*** Opening Entries shown ***

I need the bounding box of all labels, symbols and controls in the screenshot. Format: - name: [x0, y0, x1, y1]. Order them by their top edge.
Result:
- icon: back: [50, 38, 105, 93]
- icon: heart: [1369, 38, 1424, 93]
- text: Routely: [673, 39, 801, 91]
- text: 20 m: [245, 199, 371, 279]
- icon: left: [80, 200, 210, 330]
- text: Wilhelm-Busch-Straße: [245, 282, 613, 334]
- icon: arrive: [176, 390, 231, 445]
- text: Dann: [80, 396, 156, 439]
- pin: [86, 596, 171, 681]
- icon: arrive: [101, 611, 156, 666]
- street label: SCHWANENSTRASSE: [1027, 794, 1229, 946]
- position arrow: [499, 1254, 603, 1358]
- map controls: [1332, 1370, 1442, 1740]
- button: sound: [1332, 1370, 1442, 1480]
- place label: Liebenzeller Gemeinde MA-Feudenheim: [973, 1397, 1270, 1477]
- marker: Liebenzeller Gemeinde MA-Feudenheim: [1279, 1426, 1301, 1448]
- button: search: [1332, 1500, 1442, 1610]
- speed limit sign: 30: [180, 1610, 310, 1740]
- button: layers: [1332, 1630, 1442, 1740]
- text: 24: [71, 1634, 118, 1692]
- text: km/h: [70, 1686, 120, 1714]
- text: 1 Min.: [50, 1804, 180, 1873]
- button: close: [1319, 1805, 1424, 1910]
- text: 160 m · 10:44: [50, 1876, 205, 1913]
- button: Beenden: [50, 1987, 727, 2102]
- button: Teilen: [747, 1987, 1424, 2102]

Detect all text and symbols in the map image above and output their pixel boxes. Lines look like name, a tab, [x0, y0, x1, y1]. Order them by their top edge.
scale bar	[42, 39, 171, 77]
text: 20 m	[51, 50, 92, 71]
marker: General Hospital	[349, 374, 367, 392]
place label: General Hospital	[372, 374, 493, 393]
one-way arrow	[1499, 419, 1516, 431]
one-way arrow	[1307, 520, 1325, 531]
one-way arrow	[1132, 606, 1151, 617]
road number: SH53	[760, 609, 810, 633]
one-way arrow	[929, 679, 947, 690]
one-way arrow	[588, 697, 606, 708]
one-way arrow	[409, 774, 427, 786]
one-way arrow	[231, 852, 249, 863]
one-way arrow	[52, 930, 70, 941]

*** Closing Entries shown ***

■ **Prompt**:
All the data needs repeating. Return it exactly.

■ **Completed task**:
I need the bounding box of all labels, symbols and controls in the screenshot. Format: - name: [x0, y0, x1, y1]. Order them by their top edge.
Result:
- icon: back: [50, 38, 105, 93]
- icon: heart: [1369, 38, 1424, 93]
- text: Routely: [673, 39, 801, 91]
- text: 20 m: [245, 199, 371, 279]
- icon: left: [80, 200, 210, 330]
- text: Wilhelm-Busch-Straße: [245, 282, 613, 334]
- icon: arrive: [176, 390, 231, 445]
- text: Dann: [80, 396, 156, 439]
- pin: [86, 596, 171, 681]
- icon: arrive: [101, 611, 156, 666]
- street label: SCHWANENSTRASSE: [1027, 794, 1229, 946]
- position arrow: [499, 1254, 603, 1358]
- map controls: [1332, 1370, 1442, 1740]
- button: sound: [1332, 1370, 1442, 1480]
- place label: Liebenzeller Gemeinde MA-Feudenheim: [973, 1397, 1270, 1477]
- marker: Liebenzeller Gemeinde MA-Feudenheim: [1279, 1426, 1301, 1448]
- button: search: [1332, 1500, 1442, 1610]
- speed limit sign: 30: [180, 1610, 310, 1740]
- button: layers: [1332, 1630, 1442, 1740]
- text: 24: [71, 1634, 118, 1692]
- text: km/h: [70, 1686, 120, 1714]
- text: 1 Min.: [50, 1804, 180, 1873]
- button: close: [1319, 1805, 1424, 1910]
- text: 160 m · 10:44: [50, 1876, 205, 1913]
- button: Beenden: [50, 1987, 727, 2102]
- button: Teilen: [747, 1987, 1424, 2102]

Detect all text and symbols in the map image above and output their pixel boxes. Lines look like name, a tab, [x0, y0, x1, y1]. Order them by their top edge.
scale bar	[42, 39, 171, 77]
text: 20 m	[51, 50, 92, 71]
marker: General Hospital	[349, 374, 367, 392]
place label: General Hospital	[372, 374, 493, 393]
one-way arrow	[1499, 419, 1516, 431]
one-way arrow	[1307, 520, 1325, 531]
one-way arrow	[1132, 606, 1151, 617]
road number: SH53	[760, 609, 810, 633]
one-way arrow	[929, 679, 947, 690]
one-way arrow	[588, 697, 606, 708]
one-way arrow	[409, 774, 427, 786]
one-way arrow	[231, 852, 249, 863]
one-way arrow	[52, 930, 70, 941]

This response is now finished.